- **What you will do**
All pictures are to be skipped; retype only the lines from the top of the entries through the line with "position:absolute; left:1236px; top:1017px;", both included.

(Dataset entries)
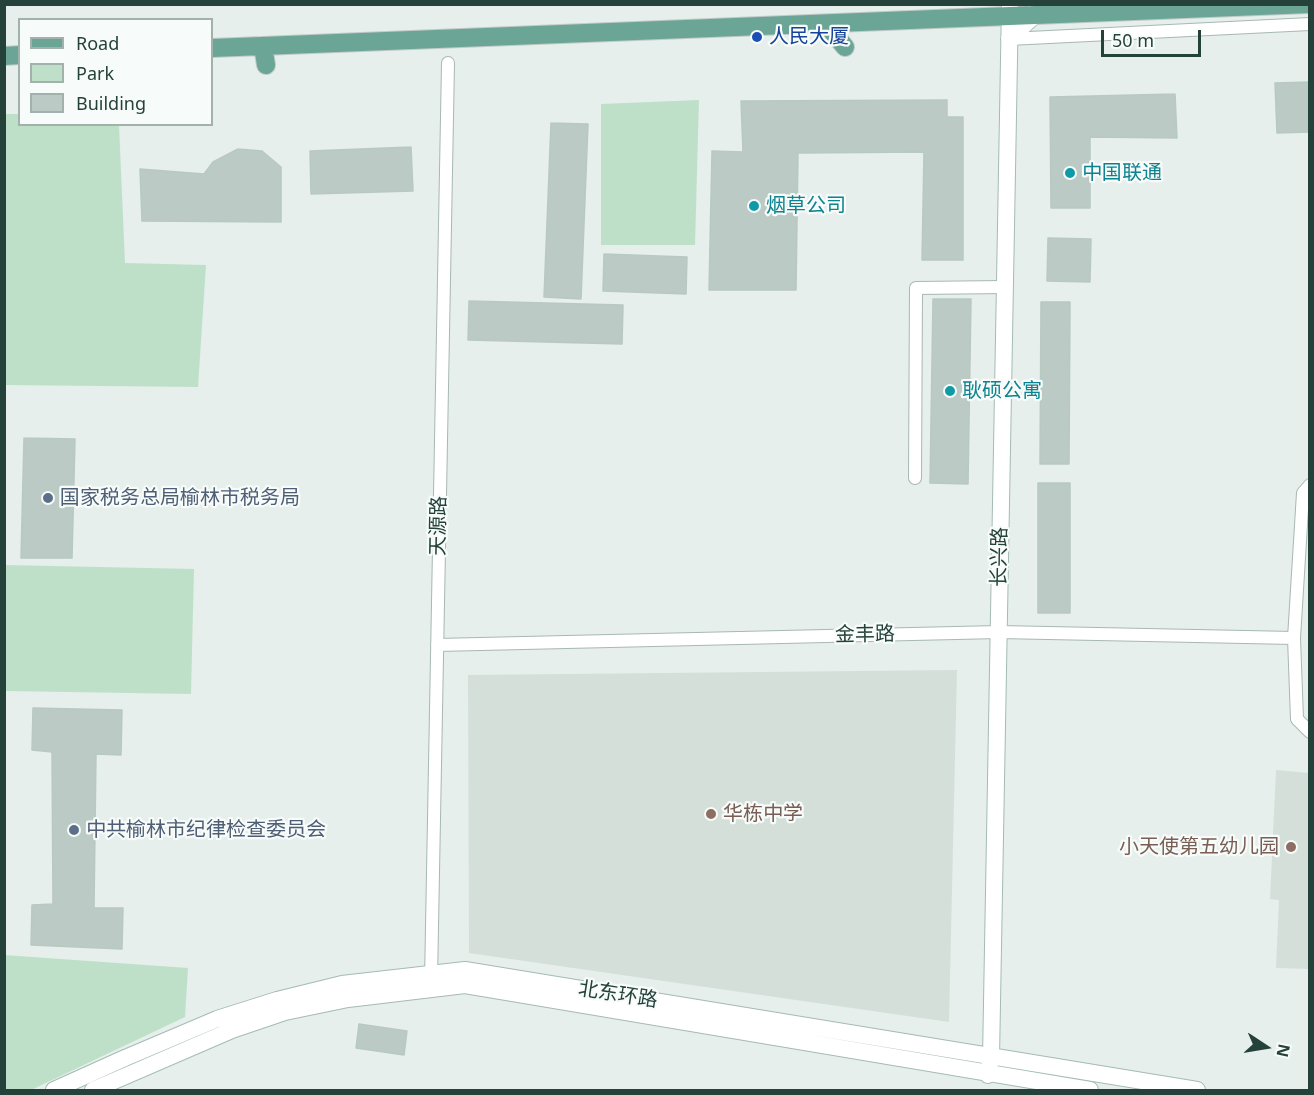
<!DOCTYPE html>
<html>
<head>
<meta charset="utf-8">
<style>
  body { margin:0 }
  #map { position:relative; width:1314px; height:1095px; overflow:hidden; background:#e6efeb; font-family:"Noto Sans",sans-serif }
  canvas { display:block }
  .frame { position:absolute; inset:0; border:6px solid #24423a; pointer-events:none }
  .legend { position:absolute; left:18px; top:18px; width:195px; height:108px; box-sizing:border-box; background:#f7fbf9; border:2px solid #a3b1ad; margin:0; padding:8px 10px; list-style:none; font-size:18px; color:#24423a }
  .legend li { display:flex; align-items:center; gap:12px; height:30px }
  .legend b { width:30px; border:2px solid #a3b1ad }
  .north { position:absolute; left:1236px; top:1017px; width:60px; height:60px; -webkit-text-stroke:4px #f7fbf9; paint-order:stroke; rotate:102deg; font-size:16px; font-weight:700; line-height:24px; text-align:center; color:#24423a }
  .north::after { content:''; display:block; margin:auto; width:21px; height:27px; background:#24423a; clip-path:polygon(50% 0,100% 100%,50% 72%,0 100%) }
  .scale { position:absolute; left:1101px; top:30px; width:100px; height:27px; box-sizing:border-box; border:3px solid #24423a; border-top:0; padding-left:8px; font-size:18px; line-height:21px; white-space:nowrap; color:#24423a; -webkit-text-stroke:4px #f7fbf9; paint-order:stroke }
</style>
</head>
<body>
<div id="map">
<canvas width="1314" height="1095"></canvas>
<div class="frame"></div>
<ul class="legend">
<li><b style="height:8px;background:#6aa596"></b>Road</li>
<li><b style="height:16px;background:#bfe0c8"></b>Park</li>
<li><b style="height:16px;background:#bbcac4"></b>Building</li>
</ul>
<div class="north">N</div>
<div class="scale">50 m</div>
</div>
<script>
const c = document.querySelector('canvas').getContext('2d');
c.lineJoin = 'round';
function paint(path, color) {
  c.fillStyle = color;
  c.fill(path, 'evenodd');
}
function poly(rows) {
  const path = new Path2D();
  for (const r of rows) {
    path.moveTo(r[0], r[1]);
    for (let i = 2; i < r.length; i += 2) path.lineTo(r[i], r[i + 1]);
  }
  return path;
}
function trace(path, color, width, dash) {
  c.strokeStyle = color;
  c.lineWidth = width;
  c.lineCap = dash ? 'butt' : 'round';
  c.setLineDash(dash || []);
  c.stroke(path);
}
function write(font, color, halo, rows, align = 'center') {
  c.font = font + ' "Noto Sans","Noto Sans SC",sans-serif';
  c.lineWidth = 4.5;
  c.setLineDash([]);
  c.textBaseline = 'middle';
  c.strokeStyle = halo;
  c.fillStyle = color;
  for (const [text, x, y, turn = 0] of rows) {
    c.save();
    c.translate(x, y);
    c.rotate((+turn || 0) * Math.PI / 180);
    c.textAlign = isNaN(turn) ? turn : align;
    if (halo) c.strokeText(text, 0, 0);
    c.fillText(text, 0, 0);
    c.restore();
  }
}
paint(poly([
  [957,670,949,1022,469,953,468,675],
  [1276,770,1309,773,1309,969,1276,968,1279,900,1270,899]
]), '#d4dfda');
paint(poly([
  [699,100,695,245,601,245,601,104],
  [5,114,19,114,20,124,119,125,125,263,206,265,198,387,5,385],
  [5,565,194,569,191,694,5,691],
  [4,955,188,968,185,1017,31,1090,5,1090]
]), '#bfe0c8');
const building = poly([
  [1310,82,1310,132,1277,133,1275,83,1310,82],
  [1175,94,1177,138,1090,137,1090,208,1051,208,1050,97,1175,94],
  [947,100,947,117,963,117,963,260,922,260,924,152,798,153,796,290,709,290,712,151,743,152,741,101,947,100],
  [551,123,588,124,581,299,544,297,551,123],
  [411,147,413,191,311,194,310,151,411,147],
  [238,149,262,151,281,167,281,222,142,221,140,169,204,174,213,162,238,149],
  [1048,238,1091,239,1090,282,1047,281,1048,238],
  [604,254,687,257,686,294,603,291,604,254],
  [933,299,971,299,968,484,930,483,933,299],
  [469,301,623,305,622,344,468,340,469,301],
  [1041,302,1070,302,1069,464,1040,464,1041,302],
  [24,438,75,439,72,558,21,558,24,438],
  [1038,483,1070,483,1070,613,1038,613,1038,483],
  [33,708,122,710,121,755,96,754,94,908,123,908,122,949,31,945,32,905,53,904,52,752,32,750,33,708],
  [359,1024,407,1031,404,1055,356,1048,359,1024]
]);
paint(building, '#bbcac4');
trace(building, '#b8c9c2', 1.5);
const street = poly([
  [1009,39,1310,24],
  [915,478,916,288,1005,287],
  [1310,485,1303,493,1294,638,1297,719,1310,732],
  [437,645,999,632,1294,638],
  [431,980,448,63]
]);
const secondary = poly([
  [1009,39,1035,15,1036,4],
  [988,1075,991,1058,1010,4],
  [54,1090,125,1058,217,1019,277,1000,342,984,465,970,1197,1090],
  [93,1090,232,1030,285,1012,348,999,465,985,1090,1090]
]);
const primary = poly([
  [826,24,845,47],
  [263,46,266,65],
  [212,48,1309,4],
  [4,56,20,55]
]);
trace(street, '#a8b8b2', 14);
trace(secondary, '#a4bbb3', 18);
trace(primary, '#c2cac8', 20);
trace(street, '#fff', 12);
trace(secondary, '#fff', 16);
trace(primary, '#6aa596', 18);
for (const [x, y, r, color] of [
  [757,37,6,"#1a4fb4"],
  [1070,173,6,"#0f9aa8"],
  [754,206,6,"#0f9aa8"],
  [950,391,6,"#0f9aa8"],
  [48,498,6,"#5c6f8a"],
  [711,814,6,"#8d6e63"],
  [74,830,6,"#5c6f8a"],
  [1291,847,6,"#8d6e63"]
]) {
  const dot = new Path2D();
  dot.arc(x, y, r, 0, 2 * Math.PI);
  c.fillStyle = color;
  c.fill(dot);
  trace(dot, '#f7fbf9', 2);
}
write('20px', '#164399', '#f7fbf9', [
  ["人民大厦",769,37]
], 'left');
write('20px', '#0d838f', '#f7fbf9', [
  ["中国联通",1082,173],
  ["烟草公司",766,206],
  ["耿硕公寓",962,391]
], 'left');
write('20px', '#4e5e75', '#f7fbf9', [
  ["国家税务总局榆林市税务局",60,498],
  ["中共榆林市纪律检查委员会",86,830]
], 'left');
write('20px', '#24423a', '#f7fbf9', [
  ["天源路",439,526,-89],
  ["长兴路",1000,557,-89],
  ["金丰路",865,635,-1],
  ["北东环路",618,995,9]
]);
write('20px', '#785e54', '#f7fbf9', [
  ["华栋中学",723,814],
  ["小天使第五幼儿园",1279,847,"right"]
], 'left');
</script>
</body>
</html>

- **Solution to the problem**
<!DOCTYPE html>
<html>
<head>
<meta charset="utf-8">
<style>
  body { margin:0 }
  #map { position:relative; width:1314px; height:1095px; overflow:hidden; background:#e6efeb; font-family:"Noto Sans",sans-serif }
  canvas { display:block }
  .frame { position:absolute; inset:0; border:6px solid #24423a; pointer-events:none }
  .legend { position:absolute; left:18px; top:18px; width:195px; height:108px; box-sizing:border-box; background:#f7fbf9; border:2px solid #a3b1ad; margin:0; padding:8px 10px; list-style:none; font-size:18px; color:#24423a }
  .legend li { display:flex; align-items:center; gap:12px; height:30px }
  .legend b { width:30px; border:2px solid #a3b1ad }
  .north { position:absolute; left:1236px; top:1017px; width:60px; height:60px; -webkit-text-stroke:4px #f7fbf9; paint-order:stroke; rotate:102deg; font-size:16px; font-weight:700; line-height:24px; text-align:center; color:#24423a }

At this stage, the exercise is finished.